Sumartik keberatan jika dirinya dituduh sebagai provokator. Padahal dirinya mengaku tidak ada di lokasi saat kejadian demo warga Sawoan.
“Kulo (saya) dituduh provokator, apa waktu kejadian itu tanya masyarakat kalau saya di sana. Ndak ada saya di sana pak, di sana ndak ada saya sama sekali,” tandas Sumartik.
Lebih lanjut ia menjelaskan, pihaknya telah mendampingi warga sejak dua tahun lalu. Warga kompak, bahwa tidak boleh ada pengusaha masuk di dusun tersebut.
“Malah sebelum saya mendampingi dua tahun yang lalu, itu sudah gejolak pak di situ. Pokoknya masyarakat kompak, menyala, nggak bisa pengusaha masuk, nggak bisa, saya jamin. Mereka semakin berani, karena punya pengalaman. Mungkin dengan adanya saya dua tahun tutup, lima bulan lalu ada pengusaha berusaha masuk diusir dan keluar,” terang Sumartik.

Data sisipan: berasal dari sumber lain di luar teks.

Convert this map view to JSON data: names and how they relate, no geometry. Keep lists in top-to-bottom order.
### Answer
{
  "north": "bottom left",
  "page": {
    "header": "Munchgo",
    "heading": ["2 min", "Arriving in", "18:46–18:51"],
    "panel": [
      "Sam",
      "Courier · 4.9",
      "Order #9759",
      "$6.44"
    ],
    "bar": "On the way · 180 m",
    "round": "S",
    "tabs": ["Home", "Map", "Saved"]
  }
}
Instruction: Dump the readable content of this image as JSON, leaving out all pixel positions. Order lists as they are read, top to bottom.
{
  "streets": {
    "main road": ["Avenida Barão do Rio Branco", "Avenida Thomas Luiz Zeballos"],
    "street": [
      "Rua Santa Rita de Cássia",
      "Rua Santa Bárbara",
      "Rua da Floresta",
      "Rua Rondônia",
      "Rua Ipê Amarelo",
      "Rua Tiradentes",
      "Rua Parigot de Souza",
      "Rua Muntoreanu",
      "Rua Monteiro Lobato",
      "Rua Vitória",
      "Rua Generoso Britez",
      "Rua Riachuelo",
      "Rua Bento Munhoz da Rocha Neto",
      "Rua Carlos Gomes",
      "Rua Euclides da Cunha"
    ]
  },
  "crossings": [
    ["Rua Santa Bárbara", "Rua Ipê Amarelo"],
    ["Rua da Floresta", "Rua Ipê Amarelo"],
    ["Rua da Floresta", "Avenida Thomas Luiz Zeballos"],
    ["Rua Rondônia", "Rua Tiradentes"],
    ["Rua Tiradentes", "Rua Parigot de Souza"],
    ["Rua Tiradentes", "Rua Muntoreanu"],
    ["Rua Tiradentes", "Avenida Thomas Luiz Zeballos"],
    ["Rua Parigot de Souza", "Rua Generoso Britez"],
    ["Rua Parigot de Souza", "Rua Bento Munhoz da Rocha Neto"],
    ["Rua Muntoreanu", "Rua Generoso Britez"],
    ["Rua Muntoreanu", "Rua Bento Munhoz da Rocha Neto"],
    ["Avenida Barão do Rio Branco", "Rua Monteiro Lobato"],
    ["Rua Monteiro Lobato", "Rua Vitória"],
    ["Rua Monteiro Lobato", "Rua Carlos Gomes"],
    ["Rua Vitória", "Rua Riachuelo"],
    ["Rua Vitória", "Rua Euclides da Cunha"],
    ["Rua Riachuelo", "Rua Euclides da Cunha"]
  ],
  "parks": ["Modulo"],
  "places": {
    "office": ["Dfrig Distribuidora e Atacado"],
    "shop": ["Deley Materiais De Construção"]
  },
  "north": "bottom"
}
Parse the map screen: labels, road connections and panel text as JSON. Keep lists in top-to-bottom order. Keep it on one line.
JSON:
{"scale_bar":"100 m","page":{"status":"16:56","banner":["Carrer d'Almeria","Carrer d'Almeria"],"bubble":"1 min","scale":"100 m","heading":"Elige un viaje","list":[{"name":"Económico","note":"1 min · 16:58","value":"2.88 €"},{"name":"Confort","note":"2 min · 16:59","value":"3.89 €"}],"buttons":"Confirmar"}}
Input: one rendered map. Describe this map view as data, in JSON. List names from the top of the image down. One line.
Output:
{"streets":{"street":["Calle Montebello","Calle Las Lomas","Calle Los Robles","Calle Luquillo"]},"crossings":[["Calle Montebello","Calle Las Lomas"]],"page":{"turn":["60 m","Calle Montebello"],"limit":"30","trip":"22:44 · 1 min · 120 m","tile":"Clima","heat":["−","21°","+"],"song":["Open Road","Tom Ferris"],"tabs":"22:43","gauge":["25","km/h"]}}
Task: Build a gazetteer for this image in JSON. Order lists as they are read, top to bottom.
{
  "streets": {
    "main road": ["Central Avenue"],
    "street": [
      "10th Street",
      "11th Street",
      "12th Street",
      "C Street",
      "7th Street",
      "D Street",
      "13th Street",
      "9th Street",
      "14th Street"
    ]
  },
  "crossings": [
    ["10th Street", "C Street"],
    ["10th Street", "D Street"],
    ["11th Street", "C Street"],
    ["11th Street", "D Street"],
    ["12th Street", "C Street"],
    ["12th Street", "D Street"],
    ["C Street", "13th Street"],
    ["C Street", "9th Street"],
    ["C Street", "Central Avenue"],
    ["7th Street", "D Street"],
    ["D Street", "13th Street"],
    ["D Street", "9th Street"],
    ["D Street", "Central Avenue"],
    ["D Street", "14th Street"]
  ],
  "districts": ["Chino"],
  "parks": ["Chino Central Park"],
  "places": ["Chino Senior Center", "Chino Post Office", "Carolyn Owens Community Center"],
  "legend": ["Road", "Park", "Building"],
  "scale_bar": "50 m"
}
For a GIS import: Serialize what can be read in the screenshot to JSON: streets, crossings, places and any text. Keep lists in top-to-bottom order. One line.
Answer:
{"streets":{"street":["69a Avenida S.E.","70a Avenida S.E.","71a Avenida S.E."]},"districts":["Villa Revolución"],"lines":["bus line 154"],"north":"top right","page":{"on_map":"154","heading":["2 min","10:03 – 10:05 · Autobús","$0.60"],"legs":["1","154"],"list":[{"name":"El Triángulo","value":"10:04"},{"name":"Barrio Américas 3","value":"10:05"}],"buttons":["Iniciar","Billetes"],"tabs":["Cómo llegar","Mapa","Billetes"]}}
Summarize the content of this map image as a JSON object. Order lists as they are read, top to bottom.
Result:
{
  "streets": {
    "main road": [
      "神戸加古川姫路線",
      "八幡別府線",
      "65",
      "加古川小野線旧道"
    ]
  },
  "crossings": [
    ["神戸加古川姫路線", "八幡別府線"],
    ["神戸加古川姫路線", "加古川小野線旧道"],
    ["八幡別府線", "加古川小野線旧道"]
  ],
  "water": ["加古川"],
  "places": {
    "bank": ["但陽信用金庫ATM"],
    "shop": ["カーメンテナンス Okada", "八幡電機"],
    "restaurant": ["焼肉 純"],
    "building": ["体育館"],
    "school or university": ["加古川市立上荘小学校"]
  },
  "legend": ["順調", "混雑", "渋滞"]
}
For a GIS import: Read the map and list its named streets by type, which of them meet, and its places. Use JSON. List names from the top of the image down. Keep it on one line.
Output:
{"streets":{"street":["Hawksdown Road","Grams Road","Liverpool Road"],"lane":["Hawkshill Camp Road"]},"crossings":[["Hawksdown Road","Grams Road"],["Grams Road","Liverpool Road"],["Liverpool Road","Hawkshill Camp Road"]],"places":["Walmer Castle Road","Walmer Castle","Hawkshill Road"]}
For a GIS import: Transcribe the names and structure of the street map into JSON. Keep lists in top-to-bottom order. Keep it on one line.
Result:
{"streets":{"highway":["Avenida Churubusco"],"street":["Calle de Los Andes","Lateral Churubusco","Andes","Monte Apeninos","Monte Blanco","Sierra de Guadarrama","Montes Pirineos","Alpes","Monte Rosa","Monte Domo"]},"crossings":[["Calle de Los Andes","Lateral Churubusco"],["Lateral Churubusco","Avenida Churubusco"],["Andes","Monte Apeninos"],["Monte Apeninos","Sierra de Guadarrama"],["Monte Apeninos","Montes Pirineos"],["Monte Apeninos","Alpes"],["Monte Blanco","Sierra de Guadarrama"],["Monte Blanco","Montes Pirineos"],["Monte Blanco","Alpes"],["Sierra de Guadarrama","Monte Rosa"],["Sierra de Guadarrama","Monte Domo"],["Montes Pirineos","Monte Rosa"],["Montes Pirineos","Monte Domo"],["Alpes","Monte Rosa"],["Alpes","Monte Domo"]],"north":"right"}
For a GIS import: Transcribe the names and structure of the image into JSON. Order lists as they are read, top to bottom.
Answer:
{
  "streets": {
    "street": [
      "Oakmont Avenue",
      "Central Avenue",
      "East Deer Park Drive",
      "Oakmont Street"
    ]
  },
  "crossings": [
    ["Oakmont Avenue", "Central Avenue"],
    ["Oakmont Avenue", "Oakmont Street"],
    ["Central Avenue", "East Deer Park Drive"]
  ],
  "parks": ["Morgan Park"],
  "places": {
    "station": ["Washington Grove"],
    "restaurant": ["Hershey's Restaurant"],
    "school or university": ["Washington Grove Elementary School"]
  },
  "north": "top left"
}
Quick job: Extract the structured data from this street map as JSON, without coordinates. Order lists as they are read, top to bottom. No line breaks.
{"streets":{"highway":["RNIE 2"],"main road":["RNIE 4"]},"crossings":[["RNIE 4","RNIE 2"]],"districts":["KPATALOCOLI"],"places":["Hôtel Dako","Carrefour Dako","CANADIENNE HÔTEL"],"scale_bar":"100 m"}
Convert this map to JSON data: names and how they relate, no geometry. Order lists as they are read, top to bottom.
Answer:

Sumartik menjelaskan, kejadian bermula pada tanggal 11,12,13 September 2024 ada alat berat masuk malam, selanjutnya keesokan harinya ada masyarakat Dusun Sawoan Kutorejo kabupaten Mojokerto yang telpon dan juga ada beberapa warga yang datang ke rumah.
Atas kejadian tersebut kita melakukan koordinasi dengan pihak Polsek setempat untuk proses pemantauan dan pengamanan dari aparat penegak hukum (APH), akan tetapi setelah di cek dari warga tidak adanya pihak kepolisian yang berjaga.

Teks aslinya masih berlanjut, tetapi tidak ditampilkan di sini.